Since the development of the internet and acceleration of technology surrounding the web, the working hour activities of those employed in office environments have become exponentially digitalised. Fast forward to the beginning of 2020 and as the coronavirus pandemic rolled out across the world, businesses started closing their doors and a wave of office staff began working from home, swapping meeting rooms for zoom calls and office desktops for laptops and VPNs.

A 2021 study by showed that at the height of the UK government lockdowns, up to 60% of the adult population worked from home with 26% of them planning to continue home working after the lockdowns end.

The focus on emergency power generation for white-collar workers has historically centred around office buildings and data centres, but the COVID-19 landscape is giving rise to an increased need for residential power backup.   

In the UK, The National Grid report that overall electricity demand has been down by as much as 20% throughout the pandemic, largely due to reduced production and manufacturing output. Despite this, OVO reported that midday domestic electricity use was up 30% as more people were working and isolating inside their homes.

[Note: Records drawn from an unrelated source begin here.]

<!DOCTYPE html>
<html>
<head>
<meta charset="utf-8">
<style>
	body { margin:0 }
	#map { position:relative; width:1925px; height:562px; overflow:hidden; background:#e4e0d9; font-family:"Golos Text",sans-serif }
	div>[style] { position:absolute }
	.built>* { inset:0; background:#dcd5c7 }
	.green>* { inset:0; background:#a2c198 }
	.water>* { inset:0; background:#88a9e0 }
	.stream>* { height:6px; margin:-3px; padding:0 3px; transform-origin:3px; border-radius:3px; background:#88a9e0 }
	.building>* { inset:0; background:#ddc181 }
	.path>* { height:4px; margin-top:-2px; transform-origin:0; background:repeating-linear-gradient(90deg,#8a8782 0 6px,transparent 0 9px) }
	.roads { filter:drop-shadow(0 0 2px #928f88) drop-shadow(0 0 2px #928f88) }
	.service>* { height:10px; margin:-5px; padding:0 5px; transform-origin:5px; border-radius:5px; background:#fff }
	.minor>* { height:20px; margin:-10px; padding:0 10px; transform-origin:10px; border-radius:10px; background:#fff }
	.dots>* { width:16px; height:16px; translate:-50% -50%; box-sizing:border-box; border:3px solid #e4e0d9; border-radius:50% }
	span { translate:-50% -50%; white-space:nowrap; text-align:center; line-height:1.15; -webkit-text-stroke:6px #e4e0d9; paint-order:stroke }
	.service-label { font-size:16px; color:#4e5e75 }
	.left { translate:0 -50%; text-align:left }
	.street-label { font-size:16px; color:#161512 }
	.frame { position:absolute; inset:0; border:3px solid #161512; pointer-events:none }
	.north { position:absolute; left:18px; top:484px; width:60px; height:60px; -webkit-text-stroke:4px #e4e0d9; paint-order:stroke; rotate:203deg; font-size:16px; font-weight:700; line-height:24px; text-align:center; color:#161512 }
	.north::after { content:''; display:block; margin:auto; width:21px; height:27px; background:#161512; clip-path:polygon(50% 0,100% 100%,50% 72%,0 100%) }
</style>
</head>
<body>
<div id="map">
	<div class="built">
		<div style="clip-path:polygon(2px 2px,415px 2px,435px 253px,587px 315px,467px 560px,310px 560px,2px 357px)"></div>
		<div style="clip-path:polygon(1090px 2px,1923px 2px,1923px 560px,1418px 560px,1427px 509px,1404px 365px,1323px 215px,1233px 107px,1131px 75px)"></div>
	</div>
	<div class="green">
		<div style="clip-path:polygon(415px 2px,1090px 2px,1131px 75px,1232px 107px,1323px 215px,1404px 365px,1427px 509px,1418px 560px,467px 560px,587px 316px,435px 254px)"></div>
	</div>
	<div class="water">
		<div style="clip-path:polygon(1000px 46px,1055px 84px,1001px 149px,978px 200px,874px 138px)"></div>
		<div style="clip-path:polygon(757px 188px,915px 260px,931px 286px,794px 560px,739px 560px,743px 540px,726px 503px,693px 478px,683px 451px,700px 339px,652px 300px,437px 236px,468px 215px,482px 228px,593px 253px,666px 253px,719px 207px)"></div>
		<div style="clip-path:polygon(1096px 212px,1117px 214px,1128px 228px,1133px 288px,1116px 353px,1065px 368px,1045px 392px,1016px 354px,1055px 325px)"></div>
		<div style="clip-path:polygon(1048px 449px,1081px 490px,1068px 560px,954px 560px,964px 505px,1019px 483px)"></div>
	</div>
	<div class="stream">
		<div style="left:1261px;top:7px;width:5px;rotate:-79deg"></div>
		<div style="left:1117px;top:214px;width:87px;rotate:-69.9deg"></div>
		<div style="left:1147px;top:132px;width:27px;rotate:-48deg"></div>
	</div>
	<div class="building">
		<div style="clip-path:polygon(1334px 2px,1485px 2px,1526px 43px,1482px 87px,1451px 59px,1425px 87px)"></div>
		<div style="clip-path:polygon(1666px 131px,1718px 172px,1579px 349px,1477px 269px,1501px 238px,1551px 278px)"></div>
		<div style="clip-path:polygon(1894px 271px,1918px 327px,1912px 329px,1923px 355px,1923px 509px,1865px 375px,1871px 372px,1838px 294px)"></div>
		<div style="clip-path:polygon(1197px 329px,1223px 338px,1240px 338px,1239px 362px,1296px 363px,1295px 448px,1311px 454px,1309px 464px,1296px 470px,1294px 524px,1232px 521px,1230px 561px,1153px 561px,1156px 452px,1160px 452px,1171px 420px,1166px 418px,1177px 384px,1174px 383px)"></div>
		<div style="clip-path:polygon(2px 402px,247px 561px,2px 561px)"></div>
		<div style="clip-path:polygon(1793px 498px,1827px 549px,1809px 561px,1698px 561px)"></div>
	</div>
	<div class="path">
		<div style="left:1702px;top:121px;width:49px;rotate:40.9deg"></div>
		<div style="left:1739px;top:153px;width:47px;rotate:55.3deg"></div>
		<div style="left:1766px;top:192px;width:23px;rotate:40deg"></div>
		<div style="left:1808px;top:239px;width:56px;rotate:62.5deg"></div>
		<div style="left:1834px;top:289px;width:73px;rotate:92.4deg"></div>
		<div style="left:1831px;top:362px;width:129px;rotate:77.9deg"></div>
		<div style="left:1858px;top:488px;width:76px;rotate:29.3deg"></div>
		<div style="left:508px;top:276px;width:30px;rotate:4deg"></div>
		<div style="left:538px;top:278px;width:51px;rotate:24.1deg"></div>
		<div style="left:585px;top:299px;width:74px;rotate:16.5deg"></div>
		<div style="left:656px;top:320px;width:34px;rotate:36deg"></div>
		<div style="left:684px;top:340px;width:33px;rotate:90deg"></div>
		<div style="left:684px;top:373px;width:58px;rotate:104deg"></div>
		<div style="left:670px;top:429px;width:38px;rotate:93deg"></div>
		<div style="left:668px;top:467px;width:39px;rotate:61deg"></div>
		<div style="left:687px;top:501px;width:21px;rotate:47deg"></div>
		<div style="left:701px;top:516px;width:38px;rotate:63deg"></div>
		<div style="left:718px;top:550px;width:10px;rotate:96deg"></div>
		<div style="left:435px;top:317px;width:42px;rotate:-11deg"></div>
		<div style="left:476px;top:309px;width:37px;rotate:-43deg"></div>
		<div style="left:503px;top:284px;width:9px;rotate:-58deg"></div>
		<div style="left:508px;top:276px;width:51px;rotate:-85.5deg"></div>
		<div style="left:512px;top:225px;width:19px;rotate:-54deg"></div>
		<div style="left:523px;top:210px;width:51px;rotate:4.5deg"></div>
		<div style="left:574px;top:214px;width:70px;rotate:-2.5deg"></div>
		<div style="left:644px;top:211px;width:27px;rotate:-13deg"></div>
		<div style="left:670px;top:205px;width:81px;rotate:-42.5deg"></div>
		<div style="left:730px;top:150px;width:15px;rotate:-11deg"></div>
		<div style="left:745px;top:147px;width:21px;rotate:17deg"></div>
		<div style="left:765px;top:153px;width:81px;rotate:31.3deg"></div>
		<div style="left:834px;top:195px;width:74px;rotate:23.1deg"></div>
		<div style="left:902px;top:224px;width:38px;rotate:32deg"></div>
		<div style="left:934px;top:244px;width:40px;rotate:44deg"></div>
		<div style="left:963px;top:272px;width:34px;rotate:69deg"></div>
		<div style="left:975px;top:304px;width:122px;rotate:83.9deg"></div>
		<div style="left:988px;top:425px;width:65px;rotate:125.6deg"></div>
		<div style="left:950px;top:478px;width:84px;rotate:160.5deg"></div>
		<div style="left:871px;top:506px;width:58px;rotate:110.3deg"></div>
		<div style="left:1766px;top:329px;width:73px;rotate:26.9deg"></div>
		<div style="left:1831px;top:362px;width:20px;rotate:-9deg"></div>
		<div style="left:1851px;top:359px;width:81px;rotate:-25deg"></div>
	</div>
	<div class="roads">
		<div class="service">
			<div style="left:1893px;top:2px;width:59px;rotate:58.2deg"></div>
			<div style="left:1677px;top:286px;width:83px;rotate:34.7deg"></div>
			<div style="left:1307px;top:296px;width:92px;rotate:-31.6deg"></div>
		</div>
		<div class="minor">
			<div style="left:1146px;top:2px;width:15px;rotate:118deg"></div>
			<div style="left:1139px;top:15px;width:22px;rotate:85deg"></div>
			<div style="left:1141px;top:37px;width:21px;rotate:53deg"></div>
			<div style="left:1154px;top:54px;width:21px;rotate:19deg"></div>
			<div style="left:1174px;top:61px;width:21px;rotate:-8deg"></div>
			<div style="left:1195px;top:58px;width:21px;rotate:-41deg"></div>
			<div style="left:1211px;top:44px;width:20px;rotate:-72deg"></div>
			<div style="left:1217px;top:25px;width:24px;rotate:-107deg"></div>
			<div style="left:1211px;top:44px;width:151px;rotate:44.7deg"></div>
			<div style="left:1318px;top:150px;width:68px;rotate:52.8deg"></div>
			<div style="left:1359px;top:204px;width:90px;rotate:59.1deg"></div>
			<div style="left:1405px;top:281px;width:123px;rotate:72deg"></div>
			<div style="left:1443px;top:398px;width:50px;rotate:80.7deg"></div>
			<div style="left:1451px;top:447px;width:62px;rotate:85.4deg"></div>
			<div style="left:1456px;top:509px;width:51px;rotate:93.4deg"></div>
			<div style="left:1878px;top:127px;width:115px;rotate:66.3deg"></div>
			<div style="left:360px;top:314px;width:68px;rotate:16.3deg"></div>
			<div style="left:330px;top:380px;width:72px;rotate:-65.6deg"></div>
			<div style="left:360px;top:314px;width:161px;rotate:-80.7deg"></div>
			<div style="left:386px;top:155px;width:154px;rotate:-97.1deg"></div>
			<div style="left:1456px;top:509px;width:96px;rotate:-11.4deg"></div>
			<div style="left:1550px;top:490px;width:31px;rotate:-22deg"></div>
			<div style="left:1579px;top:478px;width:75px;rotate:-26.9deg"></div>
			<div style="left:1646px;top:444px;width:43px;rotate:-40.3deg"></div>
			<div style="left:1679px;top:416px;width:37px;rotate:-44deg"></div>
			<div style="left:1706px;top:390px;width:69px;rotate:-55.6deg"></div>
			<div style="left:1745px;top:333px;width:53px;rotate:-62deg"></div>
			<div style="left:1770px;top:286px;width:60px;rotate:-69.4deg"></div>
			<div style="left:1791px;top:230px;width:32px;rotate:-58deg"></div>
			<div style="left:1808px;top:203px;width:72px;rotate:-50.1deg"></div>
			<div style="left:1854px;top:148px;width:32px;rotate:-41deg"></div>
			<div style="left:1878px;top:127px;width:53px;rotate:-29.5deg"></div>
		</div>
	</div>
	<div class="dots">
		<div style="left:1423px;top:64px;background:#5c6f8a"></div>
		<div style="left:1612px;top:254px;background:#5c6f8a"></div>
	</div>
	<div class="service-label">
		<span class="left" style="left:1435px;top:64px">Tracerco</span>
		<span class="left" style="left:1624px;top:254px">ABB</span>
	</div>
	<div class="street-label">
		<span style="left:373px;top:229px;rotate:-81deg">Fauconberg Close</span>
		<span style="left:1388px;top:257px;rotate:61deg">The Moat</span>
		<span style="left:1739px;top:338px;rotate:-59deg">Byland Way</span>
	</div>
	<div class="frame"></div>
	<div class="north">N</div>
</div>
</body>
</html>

Through the lockdowns the National Grid ESO has been balancing the grid in the face of energy fluctuations and overall decreased demand. However, as many businesses have become reliant on a home based workforce, the threat of power interruptions has increased the need for having a standby power source. According to the study, two thirds of employers state that their workforce is more productive at home than in the office. However, a fully equipped home office set up is only as consistent as the electricity supply powering it.   

A report by Global Market Insights suggests that the global portable generator market is expected to experience a compound annual growth rate of 6.9% between 2020 and 2027.With increasing domestic energy demands and changing working patterns we are likely to see more homes being supported by residential standby generators.